New word usage happens organically, naturally, virally, not by people begging, cajoling and campaigning for a word that almost nobody wants. That's the difference between coining a word and blooming it (my own neologism that won't catch on, based on past anti-ebook spammer Dan Bloom, who has, I see, moved on from trying to get newspapers and ebooks renamed to campaigning to get South Africa renamed "Mandelaland".)

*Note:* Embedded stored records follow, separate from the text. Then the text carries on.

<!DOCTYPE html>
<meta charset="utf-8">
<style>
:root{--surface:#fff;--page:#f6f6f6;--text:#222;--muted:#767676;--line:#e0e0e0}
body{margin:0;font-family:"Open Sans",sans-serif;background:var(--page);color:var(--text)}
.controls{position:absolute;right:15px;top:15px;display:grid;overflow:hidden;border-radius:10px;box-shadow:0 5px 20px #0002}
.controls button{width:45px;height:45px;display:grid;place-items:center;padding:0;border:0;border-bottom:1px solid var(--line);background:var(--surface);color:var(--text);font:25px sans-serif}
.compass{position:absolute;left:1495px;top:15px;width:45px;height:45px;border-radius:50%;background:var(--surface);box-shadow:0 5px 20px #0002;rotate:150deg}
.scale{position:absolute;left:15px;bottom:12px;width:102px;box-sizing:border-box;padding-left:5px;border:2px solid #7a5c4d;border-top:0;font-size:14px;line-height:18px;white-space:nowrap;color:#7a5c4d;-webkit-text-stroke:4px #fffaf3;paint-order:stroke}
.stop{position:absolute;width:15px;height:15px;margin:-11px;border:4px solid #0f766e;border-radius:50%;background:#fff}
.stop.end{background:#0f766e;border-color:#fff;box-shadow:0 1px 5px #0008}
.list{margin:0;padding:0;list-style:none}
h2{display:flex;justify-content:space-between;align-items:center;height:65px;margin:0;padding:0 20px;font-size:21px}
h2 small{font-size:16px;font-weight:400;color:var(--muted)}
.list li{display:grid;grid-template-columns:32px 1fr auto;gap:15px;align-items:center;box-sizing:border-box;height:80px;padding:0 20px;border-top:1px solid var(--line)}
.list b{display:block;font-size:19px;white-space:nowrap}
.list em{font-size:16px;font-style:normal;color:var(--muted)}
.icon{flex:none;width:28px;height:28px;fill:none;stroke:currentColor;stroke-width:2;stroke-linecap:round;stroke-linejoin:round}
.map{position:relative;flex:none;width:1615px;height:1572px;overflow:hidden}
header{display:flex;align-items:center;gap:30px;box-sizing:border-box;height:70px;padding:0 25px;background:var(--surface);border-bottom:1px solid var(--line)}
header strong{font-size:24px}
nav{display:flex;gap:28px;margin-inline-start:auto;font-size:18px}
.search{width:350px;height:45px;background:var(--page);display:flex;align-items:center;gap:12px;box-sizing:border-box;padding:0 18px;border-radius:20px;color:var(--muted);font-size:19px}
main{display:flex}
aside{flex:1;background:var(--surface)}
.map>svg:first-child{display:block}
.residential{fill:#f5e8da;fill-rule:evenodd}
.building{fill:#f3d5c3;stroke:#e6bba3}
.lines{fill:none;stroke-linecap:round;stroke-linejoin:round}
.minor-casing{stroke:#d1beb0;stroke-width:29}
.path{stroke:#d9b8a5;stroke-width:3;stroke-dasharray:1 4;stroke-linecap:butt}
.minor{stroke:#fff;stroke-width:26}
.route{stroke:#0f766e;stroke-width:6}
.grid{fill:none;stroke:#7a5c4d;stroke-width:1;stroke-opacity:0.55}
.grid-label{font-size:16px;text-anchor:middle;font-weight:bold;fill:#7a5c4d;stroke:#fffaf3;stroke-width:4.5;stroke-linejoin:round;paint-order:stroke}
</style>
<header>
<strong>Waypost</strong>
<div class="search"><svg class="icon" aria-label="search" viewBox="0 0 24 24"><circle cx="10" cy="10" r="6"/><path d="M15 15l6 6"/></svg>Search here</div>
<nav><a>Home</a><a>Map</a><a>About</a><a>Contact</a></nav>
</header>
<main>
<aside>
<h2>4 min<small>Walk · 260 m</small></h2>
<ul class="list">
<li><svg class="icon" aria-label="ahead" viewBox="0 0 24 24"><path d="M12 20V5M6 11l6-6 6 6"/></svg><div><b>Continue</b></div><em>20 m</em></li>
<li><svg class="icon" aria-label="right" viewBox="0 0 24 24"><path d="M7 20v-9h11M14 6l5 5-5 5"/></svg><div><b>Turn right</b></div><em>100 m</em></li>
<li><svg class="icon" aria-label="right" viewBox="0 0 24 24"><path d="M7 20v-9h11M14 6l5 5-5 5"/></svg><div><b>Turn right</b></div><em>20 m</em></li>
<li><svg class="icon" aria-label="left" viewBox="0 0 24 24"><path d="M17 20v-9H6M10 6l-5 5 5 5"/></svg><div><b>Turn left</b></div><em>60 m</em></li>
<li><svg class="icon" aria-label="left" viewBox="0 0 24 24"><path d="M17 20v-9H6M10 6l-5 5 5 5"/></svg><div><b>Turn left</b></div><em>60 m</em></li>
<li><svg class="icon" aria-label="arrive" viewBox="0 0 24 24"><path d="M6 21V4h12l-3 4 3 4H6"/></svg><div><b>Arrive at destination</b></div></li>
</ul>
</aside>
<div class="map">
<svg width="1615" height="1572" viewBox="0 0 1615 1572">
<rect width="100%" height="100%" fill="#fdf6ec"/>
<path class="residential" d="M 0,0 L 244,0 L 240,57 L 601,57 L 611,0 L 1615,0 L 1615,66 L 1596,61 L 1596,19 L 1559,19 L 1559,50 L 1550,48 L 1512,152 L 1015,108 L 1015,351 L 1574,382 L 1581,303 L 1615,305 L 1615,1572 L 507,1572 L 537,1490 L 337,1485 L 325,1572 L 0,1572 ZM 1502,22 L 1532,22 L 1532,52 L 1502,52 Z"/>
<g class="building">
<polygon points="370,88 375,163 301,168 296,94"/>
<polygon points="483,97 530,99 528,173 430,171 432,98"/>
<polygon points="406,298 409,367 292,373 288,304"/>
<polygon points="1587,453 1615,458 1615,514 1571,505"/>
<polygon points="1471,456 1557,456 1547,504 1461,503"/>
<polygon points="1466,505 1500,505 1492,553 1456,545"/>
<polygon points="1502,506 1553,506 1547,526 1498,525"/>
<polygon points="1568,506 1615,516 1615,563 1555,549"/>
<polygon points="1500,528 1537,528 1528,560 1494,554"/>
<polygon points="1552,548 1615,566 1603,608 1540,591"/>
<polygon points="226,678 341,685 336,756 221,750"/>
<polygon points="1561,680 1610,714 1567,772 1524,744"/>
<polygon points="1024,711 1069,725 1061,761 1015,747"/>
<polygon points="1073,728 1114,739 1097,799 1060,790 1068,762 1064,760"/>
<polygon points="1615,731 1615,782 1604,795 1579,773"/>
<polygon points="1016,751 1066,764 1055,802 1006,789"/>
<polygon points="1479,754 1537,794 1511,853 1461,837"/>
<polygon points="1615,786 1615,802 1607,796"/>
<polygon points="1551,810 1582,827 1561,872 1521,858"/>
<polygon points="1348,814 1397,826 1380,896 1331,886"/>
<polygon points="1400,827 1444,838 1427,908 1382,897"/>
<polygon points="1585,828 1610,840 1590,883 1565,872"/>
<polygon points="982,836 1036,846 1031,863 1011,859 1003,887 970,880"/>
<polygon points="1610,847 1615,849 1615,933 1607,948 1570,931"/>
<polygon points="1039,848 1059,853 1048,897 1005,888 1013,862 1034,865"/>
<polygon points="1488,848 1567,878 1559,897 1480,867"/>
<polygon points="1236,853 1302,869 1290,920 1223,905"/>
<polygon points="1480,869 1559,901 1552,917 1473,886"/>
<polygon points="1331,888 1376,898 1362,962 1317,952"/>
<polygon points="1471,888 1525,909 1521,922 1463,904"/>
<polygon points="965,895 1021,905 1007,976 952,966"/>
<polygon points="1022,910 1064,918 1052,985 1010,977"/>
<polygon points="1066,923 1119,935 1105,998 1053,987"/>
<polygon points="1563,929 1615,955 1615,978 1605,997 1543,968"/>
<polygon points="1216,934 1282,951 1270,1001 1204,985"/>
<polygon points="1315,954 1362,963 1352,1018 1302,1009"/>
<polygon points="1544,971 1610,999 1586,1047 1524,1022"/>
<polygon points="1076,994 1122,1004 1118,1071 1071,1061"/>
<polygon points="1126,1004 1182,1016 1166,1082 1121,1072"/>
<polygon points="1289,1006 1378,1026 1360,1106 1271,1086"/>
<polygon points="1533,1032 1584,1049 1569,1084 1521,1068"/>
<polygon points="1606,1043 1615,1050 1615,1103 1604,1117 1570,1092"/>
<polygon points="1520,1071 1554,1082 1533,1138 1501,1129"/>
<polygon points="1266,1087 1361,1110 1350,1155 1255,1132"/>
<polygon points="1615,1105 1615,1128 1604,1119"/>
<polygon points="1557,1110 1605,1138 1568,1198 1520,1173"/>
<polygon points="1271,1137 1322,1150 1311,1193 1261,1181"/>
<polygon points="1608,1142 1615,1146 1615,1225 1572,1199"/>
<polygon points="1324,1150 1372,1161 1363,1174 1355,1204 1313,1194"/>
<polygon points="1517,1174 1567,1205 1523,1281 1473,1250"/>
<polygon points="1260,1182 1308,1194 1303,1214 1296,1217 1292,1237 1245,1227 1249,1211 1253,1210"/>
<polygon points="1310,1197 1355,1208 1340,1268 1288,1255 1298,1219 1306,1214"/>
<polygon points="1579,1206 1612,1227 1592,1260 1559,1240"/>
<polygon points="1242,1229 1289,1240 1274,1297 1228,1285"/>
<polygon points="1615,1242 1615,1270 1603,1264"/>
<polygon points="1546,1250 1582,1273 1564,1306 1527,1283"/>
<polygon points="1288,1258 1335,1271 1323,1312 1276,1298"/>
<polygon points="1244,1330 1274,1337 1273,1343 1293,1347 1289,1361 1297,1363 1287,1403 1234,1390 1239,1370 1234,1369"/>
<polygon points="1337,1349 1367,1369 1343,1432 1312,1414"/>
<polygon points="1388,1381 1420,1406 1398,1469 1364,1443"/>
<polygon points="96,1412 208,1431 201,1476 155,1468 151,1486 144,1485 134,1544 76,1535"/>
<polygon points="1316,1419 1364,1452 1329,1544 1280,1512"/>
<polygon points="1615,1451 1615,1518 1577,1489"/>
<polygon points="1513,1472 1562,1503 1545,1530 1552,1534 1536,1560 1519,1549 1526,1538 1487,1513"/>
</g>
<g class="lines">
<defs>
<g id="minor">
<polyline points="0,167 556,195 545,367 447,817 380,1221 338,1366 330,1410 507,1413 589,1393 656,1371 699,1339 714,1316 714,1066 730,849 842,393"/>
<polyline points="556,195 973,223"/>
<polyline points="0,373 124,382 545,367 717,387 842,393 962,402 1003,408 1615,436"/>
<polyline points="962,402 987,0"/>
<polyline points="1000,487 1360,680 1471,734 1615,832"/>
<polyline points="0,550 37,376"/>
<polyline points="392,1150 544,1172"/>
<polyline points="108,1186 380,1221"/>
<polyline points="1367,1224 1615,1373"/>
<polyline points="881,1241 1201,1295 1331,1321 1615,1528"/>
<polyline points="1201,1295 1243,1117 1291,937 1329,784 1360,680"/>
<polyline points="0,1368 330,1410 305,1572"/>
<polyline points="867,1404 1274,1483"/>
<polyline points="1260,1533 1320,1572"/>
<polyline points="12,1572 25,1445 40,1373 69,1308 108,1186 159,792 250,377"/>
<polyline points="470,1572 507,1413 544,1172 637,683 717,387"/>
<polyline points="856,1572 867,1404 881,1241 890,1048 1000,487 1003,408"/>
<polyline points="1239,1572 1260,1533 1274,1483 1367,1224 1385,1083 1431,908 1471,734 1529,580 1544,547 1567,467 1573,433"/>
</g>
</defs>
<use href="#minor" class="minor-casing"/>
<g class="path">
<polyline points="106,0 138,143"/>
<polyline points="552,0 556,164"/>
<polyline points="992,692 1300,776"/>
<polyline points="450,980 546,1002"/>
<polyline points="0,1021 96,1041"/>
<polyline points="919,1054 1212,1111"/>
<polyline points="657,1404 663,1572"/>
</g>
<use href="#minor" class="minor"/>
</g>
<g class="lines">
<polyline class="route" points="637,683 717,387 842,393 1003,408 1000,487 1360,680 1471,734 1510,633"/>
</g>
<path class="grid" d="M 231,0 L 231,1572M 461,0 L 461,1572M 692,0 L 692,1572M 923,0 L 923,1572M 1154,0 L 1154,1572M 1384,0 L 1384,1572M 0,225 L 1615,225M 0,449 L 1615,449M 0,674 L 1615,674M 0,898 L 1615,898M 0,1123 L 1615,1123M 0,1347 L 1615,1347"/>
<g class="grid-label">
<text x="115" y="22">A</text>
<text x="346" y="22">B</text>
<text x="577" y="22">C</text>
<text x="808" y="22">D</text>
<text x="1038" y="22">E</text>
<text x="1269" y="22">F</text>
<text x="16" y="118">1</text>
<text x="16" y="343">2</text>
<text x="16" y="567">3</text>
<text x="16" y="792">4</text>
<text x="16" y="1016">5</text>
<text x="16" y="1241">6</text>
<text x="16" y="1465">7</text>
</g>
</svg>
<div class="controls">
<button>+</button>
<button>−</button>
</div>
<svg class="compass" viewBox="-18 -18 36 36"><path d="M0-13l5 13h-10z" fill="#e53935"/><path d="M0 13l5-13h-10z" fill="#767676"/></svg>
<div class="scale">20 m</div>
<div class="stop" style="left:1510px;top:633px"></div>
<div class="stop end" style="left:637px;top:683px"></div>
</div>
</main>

And your argument boils down to you and some others not liking this word (and becoming quite angry about it also). There's no campaign from our (us Liseusers) side, no begging (who would we beg?) and definitely no cajoling (but I will kick the shit out of you if you don't accept what I say ) And whose to say where a lot of words start? Maybe some do start because enough people want to use a certain word? I grew up in a place in England that in the early 80's appropriated 1920's gangster slang in several neighbourhoods (and nowhere beyond those neighbourhoods). Someone, somewhere in one of those neighbourhoods decided that the word 'moll' from 'gangster's moll', a word that was never truly used in England to describe anything, would now become a synonym for 'girlfriend'. For at least five years that word was used and then wasn't.

Shit, come to the North of England, pretty much anywhere in Lancashire or Yorkshire and you'll see all kinds of words that aren't in common usage anywhere else, even old English words that have fallen out of common usage.

Don't like the word Liseuse, fine, just don't use it. It's not like your Liseuse will explode if you don't call it a Liseuse.